In "Like Me" the Naama Theater teacher (Tom Antopolsky) arrives at the Orot Mental Health Center, where she meets the department's director, Dr. Heir (Gilad Kelter) and five of his patients, three girls and two boys. Alma (Netta Roth), the adult Barak (Noam Frank) is a violent child with outbursts of rage. In the hospital, but there is good reason for his stay in the institution. They provide escapism and help rescue them complex situation.

There is something problematic about the "Making of" story, a movie about making a movie or a play about raising a play. This is even more problematic when the characters who are starring in an enigmatic and closed play are part of the outer world. The fact that these characters also have to play another character creates a partition bush. There is nothing more natural and touching than connecting to an injured child, but this kind of plot makes it difficult to make that connection. However, the act of raising the play only takes up about a quarter of the time of the play, so for the most part Chen and Sergeant do manage to produce a fair amount of heartfelt and touching moments.

Those who help break down all partitions are the adults. Cleter, in a great and emotional game, demonstrates well how the ward doctor is fully involved in the process of his patients, for better or worse. Karin Saruya and Uri Yaniv embody the parents of all the children and do so mesmerizingly. I have seen Serroya quite a few times in bridge shows, and for my taste, many of her characters make the show one of her best. The wonderful Yaniv also hovers among the characters of the fathers, and does so at the same time, and at the same time.

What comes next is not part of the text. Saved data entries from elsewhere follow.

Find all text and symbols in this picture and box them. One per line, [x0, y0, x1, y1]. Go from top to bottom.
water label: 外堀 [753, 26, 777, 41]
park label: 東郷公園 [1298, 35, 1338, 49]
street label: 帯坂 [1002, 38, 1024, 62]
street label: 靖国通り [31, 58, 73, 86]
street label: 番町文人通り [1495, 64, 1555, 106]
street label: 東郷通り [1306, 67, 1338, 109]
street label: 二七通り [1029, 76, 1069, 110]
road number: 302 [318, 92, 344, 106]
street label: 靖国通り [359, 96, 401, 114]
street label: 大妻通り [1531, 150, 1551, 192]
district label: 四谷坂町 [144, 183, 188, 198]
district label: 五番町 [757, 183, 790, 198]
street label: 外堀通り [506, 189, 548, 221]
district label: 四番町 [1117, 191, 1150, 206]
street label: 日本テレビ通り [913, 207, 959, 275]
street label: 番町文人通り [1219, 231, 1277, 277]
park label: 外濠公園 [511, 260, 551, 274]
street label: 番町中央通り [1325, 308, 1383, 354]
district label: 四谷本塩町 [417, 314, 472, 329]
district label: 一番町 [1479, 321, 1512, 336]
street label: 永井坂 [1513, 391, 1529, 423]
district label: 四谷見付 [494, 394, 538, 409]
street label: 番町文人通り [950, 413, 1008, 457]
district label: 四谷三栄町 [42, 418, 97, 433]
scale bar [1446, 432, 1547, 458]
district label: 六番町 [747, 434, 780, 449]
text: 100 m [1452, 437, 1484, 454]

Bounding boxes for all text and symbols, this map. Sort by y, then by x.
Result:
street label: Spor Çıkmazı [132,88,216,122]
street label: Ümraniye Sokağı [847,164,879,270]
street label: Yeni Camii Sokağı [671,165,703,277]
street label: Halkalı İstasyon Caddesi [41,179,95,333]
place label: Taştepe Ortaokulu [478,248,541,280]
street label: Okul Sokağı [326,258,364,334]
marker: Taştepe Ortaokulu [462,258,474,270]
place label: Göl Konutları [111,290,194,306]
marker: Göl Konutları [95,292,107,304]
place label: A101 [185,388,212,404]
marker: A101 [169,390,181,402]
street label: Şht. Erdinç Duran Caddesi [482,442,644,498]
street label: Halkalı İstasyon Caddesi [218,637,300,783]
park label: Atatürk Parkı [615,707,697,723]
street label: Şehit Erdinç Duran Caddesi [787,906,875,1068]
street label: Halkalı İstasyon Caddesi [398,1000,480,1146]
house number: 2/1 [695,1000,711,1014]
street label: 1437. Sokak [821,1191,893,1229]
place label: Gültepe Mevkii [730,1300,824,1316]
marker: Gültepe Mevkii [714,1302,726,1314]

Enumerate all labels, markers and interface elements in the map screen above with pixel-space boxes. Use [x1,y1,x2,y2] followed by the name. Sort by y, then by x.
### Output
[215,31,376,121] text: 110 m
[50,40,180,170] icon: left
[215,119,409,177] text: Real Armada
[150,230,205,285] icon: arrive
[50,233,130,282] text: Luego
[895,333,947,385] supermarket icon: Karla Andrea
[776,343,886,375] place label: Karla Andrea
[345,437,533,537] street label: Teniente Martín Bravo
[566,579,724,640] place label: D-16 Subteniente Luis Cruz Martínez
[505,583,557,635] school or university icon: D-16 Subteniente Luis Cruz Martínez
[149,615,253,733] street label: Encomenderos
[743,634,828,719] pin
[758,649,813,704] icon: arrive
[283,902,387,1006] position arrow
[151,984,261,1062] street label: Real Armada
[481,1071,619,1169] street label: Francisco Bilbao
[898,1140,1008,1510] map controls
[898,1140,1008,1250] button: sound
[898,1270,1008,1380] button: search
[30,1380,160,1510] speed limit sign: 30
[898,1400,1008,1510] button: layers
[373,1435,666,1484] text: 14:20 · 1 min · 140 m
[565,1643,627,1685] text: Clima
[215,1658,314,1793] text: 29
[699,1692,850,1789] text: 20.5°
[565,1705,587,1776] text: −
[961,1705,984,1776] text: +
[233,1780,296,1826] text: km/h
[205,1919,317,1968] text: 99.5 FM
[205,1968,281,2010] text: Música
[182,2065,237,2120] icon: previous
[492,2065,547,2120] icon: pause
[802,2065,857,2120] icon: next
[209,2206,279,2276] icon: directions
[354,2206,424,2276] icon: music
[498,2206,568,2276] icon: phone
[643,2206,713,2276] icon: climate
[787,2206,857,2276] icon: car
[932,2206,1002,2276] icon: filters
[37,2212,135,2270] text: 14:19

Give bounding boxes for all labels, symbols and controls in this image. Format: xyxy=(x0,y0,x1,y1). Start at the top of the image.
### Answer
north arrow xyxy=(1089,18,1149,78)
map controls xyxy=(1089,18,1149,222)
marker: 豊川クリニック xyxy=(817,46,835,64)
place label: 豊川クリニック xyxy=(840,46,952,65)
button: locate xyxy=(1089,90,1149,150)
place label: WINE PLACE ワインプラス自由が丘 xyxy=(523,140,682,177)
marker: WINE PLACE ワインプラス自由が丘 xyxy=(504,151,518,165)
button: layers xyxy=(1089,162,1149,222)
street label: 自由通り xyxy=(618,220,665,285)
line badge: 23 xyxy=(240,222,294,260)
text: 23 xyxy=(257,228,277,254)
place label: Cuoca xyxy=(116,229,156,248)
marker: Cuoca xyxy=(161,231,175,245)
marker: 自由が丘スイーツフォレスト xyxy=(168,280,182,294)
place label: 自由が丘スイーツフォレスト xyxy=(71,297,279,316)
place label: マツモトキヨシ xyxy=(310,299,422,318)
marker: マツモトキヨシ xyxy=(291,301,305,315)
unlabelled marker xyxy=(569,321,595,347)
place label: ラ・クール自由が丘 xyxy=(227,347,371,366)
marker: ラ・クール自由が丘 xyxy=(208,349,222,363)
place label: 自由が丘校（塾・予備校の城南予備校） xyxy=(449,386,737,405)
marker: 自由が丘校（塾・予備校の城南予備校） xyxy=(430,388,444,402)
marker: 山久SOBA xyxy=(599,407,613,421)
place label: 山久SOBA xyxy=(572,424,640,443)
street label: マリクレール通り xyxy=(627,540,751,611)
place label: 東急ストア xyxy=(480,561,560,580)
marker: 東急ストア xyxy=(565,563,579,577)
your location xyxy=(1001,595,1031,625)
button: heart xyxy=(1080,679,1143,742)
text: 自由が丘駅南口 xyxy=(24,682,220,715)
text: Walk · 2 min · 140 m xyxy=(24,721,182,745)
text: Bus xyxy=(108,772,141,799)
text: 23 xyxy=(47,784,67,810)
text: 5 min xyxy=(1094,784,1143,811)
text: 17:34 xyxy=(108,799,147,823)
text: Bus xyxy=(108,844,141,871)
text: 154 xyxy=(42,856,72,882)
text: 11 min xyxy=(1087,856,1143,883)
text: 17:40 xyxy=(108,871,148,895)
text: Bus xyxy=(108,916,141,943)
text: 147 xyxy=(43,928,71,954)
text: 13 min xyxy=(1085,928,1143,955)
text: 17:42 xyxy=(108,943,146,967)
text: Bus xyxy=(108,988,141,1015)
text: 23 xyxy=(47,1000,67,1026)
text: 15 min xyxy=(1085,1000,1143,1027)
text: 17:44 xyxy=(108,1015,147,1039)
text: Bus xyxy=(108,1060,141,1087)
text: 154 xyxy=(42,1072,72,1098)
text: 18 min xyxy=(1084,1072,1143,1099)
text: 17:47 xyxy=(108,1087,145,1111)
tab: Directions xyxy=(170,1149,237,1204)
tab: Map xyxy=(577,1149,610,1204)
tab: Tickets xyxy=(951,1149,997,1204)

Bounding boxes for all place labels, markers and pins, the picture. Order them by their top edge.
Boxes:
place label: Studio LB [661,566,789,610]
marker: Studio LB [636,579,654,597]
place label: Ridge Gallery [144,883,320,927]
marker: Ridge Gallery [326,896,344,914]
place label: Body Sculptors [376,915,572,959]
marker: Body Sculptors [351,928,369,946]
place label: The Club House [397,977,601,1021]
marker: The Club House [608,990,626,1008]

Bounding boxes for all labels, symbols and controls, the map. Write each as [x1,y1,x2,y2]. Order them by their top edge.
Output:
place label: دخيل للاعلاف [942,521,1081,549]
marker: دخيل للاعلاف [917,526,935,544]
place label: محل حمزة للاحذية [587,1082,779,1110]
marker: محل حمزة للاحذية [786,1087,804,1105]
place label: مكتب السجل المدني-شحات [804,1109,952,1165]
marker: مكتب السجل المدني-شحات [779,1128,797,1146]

To penetrate the soul. Who I am (Photo: Isaiah Feinberg)

Who Like Me, A Bridge Theater Performance (Photo: Isaiah Feinberg, PR)

All the boys in the play are wonderful, especially the things about Neta Roth, who plays Alma, 17, who has a manic-depressive disorder. On the face of it, despite its bipolar disorder, it is not supposed to be hospitalized, but among its character traits there is something that justifies it. Root, not yet 19.5, gets the maximum out of the contrasting figure - she can be a beach, but also kind and compassionate, suicidal but lively. She does it so well that without knowing her she will probably be convinced that she is in reality as well.

Surprisingly, one of the deep impressions in the play does not actually leave a character but an accessory prepared by the decorator Polina Adamov - the lion mask used by one of the characters. A mask is a face, and Adamov's mask produces a penetrating and sad but also powerful expression. As the play unfolds, we see the mask and the image of one being. That's how professors are used correctly.

"Like Me" might have been a better show with a different frame story (by the way, Roy Chen and Ilail have all the ground in the world to create a spin-off play in which only one of the kids and his parents will star). To me, at least, showing theater about showing theater, got in the way. And yet, it is a play that delivers quite a few good stage moments and mainly touches on the sensitivity of teenagers' mental struggles, a topic that must be penetrated with the utmost care and not many dares. After about an hour and forty minutes, you will probably also feel that you have gone through a process.